World Open Education Week begins on March 10th and Dr. Gary Michelson and his wife, Alya Michelson, say that it’s an excellent direction for the country’s education system. As co-founders of a foundation that is intended to increase the availability of open digital textbooks in order to make higher education more widely available, you could say that World Open Education Week is right up their alley.
That’s because World Open Education Week is all about making educational materials, and some instruction, available to everyone at no cost.
A free education, available to every child, is one of the core values of America, but World Open Education Week is about something more than that. It’s about making higher education freely available too.
In a time when the cost of a college education is very much a topic on the nation’s collective tongue, free access to one is an exciting notion.
You might be surprised to know that there are such resources available currently. From World Open Education Week’s website:
“Open Education Week’s goal is to raise awareness about free and open educational opportunities that exist for everyone, everywhere, right now. We want to highlight how open education can help people meet their goals in education, whether that’s to develop skills and knowledge for work, supporting formal studies, learning something new for personal interest, or looking for additional teaching resources.”
In fact, the availability of free course materials is on the rise, much of it through MOOCs (Massively Open Online Courses) in which educators are making entire courses available for download or online viewing. These might include text resources, recorded lectures, and even video of classes.

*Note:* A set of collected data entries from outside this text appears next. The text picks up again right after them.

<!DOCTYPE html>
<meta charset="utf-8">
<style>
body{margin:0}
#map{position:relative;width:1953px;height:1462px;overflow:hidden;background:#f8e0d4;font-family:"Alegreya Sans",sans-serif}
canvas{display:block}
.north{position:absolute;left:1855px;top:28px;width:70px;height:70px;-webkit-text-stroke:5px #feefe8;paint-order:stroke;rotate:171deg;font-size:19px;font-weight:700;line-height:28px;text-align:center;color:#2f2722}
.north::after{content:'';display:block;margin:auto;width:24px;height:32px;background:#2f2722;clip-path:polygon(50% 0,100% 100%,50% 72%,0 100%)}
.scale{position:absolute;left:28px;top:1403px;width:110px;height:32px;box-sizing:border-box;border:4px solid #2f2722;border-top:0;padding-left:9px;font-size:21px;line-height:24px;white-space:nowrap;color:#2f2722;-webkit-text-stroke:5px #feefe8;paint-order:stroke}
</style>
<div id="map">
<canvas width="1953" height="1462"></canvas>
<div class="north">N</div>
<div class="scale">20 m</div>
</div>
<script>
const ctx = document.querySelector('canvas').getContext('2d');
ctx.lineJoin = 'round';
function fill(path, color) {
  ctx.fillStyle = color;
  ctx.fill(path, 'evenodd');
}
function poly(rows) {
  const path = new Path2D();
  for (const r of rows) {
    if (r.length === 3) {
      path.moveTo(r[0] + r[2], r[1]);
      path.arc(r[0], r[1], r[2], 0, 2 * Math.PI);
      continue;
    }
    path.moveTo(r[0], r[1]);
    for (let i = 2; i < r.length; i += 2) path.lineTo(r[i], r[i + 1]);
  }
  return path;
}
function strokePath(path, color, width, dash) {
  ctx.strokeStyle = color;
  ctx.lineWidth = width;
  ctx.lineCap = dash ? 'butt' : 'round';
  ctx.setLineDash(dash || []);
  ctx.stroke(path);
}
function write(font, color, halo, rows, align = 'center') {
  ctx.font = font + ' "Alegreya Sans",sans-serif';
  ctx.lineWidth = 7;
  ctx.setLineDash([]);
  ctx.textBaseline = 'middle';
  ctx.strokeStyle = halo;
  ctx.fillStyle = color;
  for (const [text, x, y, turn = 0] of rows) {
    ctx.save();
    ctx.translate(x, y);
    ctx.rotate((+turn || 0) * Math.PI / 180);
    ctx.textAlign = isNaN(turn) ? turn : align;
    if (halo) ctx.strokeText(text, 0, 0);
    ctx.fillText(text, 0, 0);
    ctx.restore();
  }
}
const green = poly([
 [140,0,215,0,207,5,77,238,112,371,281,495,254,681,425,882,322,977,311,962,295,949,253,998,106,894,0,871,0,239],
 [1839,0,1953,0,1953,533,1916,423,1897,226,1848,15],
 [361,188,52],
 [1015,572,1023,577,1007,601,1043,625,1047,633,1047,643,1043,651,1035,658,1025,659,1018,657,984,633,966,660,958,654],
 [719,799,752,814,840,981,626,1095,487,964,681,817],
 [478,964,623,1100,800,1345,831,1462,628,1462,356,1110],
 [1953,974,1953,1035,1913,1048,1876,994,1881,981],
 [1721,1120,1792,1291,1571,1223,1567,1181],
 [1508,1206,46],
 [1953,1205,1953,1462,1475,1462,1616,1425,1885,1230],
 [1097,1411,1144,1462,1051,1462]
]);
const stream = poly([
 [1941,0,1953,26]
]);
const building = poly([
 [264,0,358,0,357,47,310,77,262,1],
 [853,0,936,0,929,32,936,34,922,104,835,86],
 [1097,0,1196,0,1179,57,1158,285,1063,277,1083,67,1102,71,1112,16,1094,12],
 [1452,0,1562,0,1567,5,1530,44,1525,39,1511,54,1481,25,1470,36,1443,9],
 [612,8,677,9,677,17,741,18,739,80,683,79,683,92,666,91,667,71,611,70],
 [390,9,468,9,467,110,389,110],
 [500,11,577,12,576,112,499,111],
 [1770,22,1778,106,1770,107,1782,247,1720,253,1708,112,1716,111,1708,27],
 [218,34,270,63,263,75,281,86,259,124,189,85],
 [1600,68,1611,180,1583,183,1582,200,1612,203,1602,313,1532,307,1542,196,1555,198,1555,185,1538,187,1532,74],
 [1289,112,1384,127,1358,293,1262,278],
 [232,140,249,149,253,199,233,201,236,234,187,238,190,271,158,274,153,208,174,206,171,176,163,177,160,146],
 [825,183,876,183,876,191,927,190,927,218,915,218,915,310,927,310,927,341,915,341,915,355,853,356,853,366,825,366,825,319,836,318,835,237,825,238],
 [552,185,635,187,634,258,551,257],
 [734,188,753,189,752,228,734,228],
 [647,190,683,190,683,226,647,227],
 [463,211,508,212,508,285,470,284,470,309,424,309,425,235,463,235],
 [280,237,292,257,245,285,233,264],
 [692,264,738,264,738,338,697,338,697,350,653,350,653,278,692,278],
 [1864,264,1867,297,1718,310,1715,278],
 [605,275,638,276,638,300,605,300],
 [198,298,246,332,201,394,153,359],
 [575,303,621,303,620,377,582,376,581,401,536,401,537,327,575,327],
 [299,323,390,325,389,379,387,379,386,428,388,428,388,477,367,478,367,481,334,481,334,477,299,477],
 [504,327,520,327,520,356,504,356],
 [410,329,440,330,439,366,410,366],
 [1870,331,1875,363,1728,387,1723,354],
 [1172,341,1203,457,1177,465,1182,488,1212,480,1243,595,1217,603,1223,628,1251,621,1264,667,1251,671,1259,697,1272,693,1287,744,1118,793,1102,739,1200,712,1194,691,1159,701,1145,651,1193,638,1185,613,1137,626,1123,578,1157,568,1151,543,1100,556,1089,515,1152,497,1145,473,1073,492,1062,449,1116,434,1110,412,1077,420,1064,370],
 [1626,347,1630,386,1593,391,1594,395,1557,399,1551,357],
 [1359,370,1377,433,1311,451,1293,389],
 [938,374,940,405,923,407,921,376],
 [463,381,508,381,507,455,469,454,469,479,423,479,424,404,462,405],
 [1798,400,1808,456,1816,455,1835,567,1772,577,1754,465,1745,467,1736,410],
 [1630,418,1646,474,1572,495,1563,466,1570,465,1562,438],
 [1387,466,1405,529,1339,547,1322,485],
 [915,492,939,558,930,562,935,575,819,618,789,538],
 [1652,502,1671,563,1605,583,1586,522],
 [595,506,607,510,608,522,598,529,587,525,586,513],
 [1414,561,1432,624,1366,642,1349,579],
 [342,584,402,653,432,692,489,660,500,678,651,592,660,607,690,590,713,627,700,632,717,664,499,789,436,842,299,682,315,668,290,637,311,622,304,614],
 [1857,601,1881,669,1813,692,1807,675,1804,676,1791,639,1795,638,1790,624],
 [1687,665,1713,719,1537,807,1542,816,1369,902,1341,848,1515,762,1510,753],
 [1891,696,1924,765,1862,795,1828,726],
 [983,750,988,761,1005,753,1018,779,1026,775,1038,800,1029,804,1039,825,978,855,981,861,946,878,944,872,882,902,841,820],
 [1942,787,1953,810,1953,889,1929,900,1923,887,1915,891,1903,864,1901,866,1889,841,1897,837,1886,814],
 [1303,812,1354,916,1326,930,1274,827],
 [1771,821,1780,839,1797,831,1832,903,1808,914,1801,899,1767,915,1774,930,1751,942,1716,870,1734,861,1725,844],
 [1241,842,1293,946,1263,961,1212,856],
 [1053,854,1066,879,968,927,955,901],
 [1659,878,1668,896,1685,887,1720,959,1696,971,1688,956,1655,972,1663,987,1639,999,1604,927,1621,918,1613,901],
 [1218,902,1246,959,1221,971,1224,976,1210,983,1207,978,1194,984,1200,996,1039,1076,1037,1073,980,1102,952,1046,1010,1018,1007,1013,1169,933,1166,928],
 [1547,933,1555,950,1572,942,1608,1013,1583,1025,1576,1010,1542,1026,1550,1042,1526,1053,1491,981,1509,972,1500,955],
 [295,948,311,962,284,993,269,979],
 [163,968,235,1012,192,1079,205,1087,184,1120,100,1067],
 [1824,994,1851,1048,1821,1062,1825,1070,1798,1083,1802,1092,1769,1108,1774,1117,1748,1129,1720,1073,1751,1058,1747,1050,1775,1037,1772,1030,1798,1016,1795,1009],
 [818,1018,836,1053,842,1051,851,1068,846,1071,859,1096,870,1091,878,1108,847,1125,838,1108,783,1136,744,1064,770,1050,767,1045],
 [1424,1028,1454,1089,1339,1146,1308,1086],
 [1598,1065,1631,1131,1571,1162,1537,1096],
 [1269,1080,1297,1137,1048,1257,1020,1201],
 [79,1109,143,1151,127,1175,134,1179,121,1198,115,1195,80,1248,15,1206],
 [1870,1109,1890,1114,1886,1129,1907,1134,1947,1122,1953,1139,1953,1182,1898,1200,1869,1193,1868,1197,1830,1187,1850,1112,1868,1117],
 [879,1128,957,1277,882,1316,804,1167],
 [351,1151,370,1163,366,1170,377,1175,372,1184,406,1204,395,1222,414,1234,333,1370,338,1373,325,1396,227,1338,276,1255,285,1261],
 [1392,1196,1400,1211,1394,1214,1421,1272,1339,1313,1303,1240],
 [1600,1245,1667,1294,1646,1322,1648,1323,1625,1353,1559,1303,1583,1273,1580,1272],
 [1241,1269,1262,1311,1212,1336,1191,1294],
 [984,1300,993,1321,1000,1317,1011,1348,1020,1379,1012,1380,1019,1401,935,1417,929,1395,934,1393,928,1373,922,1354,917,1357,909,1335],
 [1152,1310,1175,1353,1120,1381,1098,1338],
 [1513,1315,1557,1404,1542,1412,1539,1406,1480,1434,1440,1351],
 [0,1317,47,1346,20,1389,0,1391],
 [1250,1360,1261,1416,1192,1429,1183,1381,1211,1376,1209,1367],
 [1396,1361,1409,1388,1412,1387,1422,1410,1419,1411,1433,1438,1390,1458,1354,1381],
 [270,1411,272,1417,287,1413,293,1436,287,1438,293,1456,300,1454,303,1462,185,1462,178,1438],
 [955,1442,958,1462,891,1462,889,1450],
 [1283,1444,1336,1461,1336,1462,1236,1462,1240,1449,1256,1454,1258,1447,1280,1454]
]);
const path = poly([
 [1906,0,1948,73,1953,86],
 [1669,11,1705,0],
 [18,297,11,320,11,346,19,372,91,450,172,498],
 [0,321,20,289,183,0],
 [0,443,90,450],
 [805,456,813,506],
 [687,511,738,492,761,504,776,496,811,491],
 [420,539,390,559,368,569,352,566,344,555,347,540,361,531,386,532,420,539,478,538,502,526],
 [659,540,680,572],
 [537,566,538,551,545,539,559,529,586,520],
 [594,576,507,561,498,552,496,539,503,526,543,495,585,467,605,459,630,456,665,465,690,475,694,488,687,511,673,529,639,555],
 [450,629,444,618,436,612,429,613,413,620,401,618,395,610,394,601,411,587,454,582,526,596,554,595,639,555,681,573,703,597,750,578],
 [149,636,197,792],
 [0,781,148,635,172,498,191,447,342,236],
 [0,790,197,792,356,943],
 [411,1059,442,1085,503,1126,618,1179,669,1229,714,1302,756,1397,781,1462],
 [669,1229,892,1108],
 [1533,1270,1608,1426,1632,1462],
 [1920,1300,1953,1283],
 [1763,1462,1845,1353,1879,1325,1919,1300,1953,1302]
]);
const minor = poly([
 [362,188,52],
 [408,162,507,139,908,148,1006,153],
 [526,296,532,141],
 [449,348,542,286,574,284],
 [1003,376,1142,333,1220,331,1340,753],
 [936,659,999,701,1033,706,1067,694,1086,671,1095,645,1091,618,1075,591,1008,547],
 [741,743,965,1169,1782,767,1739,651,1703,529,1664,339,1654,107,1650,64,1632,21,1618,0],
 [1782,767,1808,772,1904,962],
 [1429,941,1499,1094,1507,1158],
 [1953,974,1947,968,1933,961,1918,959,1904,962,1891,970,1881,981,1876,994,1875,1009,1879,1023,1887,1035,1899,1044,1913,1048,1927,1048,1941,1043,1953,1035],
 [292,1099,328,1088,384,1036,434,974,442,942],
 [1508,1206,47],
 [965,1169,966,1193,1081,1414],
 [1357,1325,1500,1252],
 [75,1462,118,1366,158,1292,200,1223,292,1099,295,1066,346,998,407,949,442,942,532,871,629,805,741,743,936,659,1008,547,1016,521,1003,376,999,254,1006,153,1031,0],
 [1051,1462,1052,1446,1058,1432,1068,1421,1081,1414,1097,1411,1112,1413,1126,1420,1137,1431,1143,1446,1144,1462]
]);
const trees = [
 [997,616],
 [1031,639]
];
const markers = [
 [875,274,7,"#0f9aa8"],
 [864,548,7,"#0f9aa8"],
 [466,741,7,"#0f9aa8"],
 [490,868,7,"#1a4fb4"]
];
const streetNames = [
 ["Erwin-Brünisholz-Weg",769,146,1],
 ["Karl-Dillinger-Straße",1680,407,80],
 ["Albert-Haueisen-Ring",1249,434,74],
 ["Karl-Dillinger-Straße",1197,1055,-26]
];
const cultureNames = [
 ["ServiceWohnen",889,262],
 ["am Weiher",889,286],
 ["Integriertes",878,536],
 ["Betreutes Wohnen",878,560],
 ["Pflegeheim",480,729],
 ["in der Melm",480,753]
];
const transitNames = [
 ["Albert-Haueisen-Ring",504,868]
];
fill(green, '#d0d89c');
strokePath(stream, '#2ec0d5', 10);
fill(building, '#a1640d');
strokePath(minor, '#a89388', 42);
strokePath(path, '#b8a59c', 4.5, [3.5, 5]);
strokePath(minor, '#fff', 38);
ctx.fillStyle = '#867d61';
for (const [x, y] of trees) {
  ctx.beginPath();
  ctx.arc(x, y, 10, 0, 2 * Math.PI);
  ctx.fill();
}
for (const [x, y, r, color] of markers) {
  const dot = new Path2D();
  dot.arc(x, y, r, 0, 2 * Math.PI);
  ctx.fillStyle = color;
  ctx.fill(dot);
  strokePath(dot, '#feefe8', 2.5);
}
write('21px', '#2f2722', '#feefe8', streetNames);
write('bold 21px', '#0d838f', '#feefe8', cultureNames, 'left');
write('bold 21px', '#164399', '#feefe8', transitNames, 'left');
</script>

Dr. Gary Michelson and Alya Michelson joined the Open Education movement when Dr. Michelson learned that every year, students were failing to complete their degrees due to the lack of money to purchase textbooks. The two formed the Twenty Million Minds Foundation, which is intended to work toward ways to negate the cost of textbooks for students.
In fact, financial woes factor into many of the educational decisions America’s teens and young adults make, and as a result, into the long-term career choices they make. When the financial state of an eighteen-year-old can limit his chances and options for the rest of his life, opening up education, and career choices, to those who cannot afford them is essentially a step to make America more equitable, to truly provide options across all income levels.
As exciting as the idea is, it’s hardly surprising that many are opposed to it. There are those who profit from educational materials and those who labor in the educational field who may fear the loss of income or livelihood.
The Open Education Week FAQ explains a little about this, indicating that educational resources have always had limited resale value, and that giving away those resources that continue to have little value for sale will increase the value of those resources that do have a financial value. They also indicate that this will provide educational institutions with an opportunity to market their services, through the spread of freely available materials.
Clearly this will do little to assuage the concerns of some who work in the field of education or produce educational materials, but, according to Dr. Gary Michelson and Alya Michelson, this is one more reason that the World Open Education Week events are so valuable: they will help to show both sides of such polarizing topics, and work towards understanding and compromise between the stances.
Dean Florez, President, CEO explained the view of 20 Million Minds Foundation:
“Universities are drowning in digital information. Our students and universities have clearly already made the shift whether in their pocket or in the classroom. It’s time to take on ‘openness’ – and its consequences – in the current environment, which today is still hidden behind paywalls, passwords, subscriptions and other virtual gateway impediments. Open education week reminds us that we have more work ahead of us to address today’s conventional closed methods that have constrained true knowledge which can only come about with open, free collaboration.”
In fact, this is exactly what the organizers behind Open Education Week argue. The world’s information is going digital . Today’s students have already embraced the idea that information is free, and widely available. They are used to accessing any piece of information they are interested in immediately, at the touch of a button.
In light of this, perhaps offering information – organized and prepared so that those learners who do not yet know exactly what they need to learn can still access it and be taken through it in a logical progression – truly is as much of a way for educational institutions, textbook producers, and educators themselves to stay relevant. This is a way to make a education freely available to all learners.
Perhaps too, it is a change that, regardless of the positions of those on either side, is truly inevitable. Technology continues to grow, and both students and the producers of educational materials continue to take advantage of all that sharing technology has to offer.
If the move toward free educational materials – with all its benefits and all the concerns it raises – truly is inevitable, then, as Dr. Gary Michelson and Alya Michelson assert, events like those of World Open Education Week are absolutely vital for spreading discussion and understanding of all that is to come.